• **About this exercise**: Going through the entries below, copy out each line that contains "label".
++++ Supplied entries
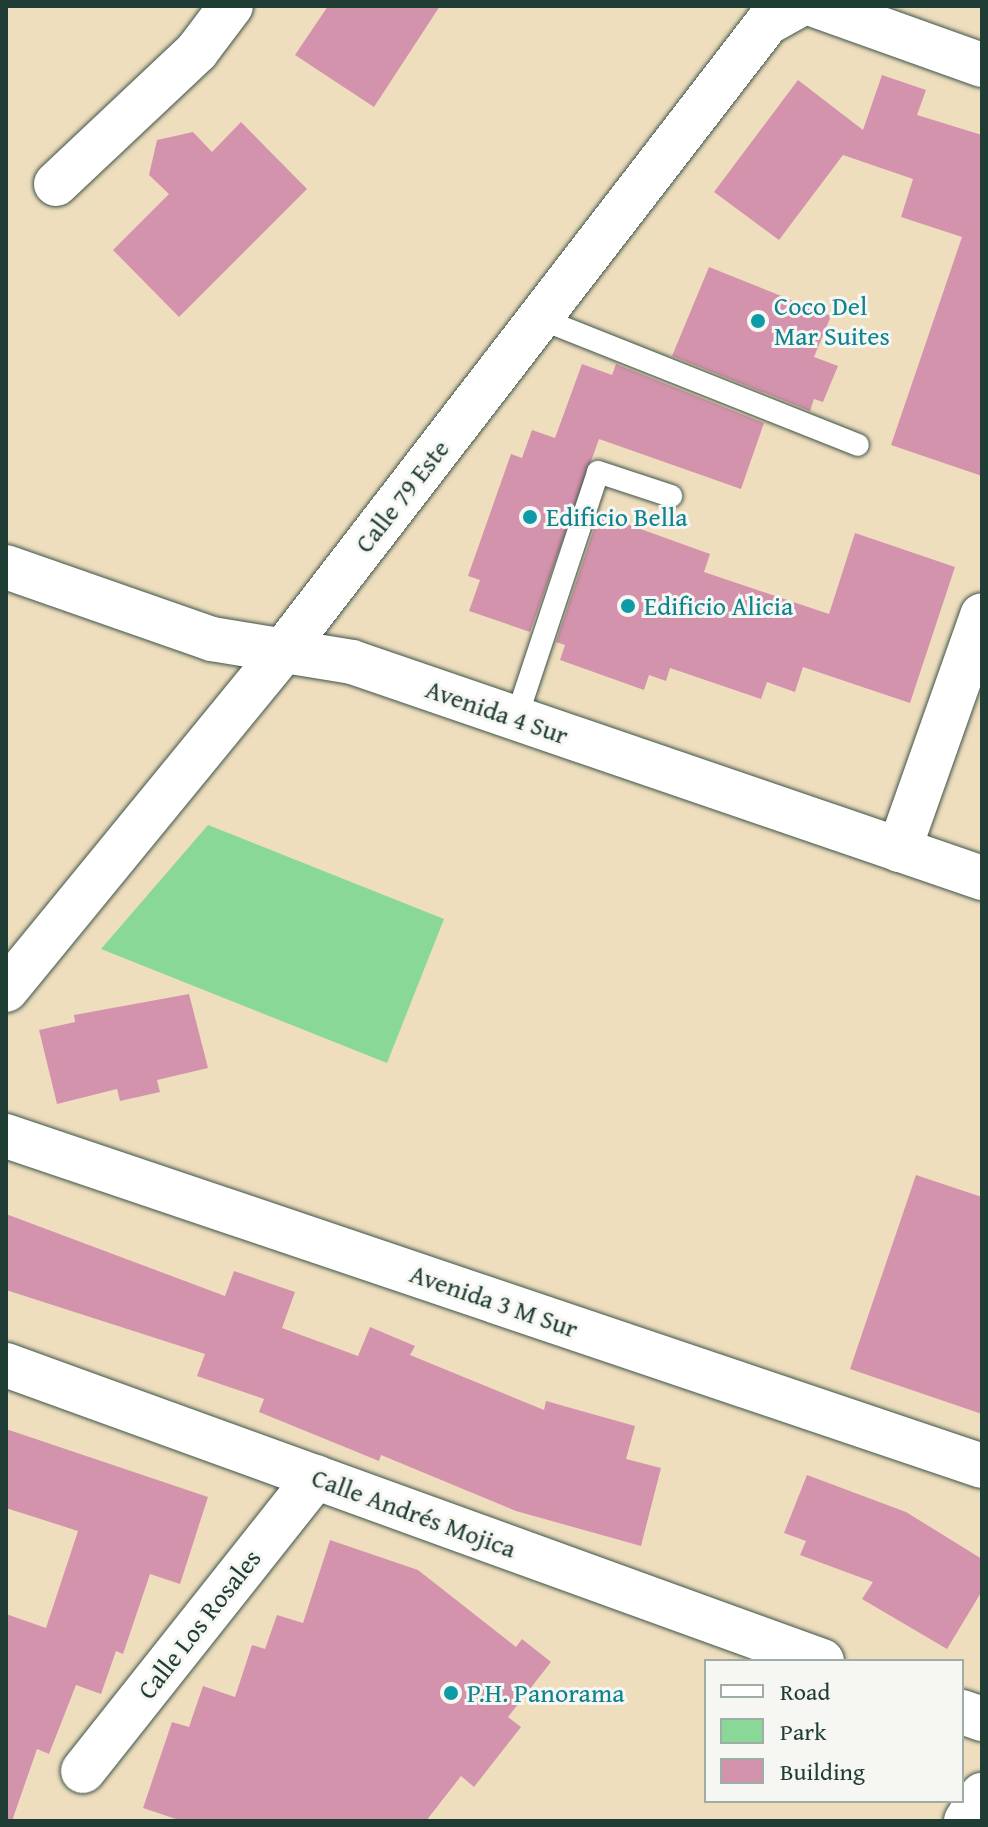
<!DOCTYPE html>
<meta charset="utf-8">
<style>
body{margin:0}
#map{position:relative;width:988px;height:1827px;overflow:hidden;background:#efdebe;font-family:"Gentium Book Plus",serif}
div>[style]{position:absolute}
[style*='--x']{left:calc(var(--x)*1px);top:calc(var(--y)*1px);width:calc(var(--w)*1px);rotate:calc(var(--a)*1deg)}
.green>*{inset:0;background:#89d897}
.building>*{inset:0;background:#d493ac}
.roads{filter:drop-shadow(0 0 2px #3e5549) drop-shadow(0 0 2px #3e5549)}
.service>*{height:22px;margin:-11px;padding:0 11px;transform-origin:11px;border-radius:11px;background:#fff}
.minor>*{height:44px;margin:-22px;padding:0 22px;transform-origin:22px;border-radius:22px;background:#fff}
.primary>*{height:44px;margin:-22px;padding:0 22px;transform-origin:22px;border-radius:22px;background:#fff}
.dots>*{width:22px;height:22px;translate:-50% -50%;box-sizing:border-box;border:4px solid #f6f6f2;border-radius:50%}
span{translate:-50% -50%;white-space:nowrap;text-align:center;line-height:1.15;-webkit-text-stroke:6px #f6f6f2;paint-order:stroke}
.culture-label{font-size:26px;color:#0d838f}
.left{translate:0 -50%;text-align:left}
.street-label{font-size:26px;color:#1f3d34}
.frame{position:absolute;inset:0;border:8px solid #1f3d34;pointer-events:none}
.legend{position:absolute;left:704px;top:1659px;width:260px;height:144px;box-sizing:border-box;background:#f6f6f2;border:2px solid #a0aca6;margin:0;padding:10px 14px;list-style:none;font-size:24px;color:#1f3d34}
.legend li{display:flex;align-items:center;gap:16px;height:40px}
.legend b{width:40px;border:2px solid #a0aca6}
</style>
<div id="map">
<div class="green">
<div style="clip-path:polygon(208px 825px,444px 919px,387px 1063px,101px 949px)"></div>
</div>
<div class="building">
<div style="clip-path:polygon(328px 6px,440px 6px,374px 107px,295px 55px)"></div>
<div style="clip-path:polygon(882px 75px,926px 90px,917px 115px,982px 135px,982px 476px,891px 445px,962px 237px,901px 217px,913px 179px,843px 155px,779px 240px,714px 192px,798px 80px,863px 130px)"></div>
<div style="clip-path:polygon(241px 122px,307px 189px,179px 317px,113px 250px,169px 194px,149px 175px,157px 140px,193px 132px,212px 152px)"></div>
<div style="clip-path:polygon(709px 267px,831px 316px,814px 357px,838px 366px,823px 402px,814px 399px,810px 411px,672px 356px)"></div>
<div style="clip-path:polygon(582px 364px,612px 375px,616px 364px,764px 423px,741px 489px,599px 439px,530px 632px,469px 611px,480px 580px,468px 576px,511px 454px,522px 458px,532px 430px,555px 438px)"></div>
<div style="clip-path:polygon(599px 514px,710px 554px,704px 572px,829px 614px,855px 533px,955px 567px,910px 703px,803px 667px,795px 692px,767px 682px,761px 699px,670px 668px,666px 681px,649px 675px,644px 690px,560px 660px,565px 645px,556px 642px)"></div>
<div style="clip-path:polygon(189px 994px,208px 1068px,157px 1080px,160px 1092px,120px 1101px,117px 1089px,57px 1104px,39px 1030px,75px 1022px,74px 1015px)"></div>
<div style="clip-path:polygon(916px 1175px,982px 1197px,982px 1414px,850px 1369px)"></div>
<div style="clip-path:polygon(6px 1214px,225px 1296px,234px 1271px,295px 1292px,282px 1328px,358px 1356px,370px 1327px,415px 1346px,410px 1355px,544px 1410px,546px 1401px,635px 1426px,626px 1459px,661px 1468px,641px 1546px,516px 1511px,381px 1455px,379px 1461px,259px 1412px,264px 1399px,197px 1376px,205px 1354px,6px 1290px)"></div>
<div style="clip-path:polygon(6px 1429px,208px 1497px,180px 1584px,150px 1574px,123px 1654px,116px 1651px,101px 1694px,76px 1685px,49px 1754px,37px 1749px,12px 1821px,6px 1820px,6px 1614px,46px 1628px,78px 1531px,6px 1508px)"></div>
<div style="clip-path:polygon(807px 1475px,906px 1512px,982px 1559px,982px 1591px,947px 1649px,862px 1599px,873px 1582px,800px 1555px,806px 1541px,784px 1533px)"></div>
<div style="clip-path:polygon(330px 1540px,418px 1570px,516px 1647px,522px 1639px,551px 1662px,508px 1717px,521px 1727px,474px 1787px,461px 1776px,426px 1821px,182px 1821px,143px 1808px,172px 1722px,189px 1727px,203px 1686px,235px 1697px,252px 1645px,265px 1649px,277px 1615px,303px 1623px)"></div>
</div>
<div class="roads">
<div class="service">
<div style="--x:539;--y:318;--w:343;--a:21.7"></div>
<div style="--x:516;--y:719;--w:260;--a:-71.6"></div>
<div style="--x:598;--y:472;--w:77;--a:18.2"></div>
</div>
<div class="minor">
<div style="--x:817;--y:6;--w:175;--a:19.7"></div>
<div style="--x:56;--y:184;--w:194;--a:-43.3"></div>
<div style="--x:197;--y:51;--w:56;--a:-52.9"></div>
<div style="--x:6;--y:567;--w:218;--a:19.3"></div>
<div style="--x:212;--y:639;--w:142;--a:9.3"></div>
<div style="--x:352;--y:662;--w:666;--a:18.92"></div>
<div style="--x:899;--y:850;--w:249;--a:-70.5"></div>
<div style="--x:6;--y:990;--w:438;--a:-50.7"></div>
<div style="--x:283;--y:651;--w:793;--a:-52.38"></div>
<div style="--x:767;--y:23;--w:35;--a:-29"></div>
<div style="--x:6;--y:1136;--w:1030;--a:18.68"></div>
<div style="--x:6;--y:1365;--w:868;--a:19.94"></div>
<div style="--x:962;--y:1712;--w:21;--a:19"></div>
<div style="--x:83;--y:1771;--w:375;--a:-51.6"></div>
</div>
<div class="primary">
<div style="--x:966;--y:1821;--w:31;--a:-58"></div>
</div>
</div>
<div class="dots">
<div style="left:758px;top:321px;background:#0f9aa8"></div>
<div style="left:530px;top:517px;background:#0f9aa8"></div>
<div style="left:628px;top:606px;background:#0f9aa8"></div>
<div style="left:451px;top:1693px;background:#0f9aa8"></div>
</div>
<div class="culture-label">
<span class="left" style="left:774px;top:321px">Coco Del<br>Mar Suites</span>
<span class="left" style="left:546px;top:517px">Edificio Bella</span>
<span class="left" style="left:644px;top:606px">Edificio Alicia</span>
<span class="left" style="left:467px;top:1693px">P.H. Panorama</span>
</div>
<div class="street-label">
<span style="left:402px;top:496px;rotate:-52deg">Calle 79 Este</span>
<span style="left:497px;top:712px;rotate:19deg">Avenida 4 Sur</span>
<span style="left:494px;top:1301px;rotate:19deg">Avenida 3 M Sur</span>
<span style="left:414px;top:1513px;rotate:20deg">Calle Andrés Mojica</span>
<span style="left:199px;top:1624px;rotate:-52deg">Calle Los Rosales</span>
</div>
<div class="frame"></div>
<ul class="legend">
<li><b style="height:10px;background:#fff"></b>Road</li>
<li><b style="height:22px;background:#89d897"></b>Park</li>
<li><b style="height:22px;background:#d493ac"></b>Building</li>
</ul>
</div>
++++++++
• **Reply**:
.culture-label{font-size:26px;color:#0d838f}
.street-label{font-size:26px;color:#1f3d34}
<div class="culture-label">
<div class="street-label">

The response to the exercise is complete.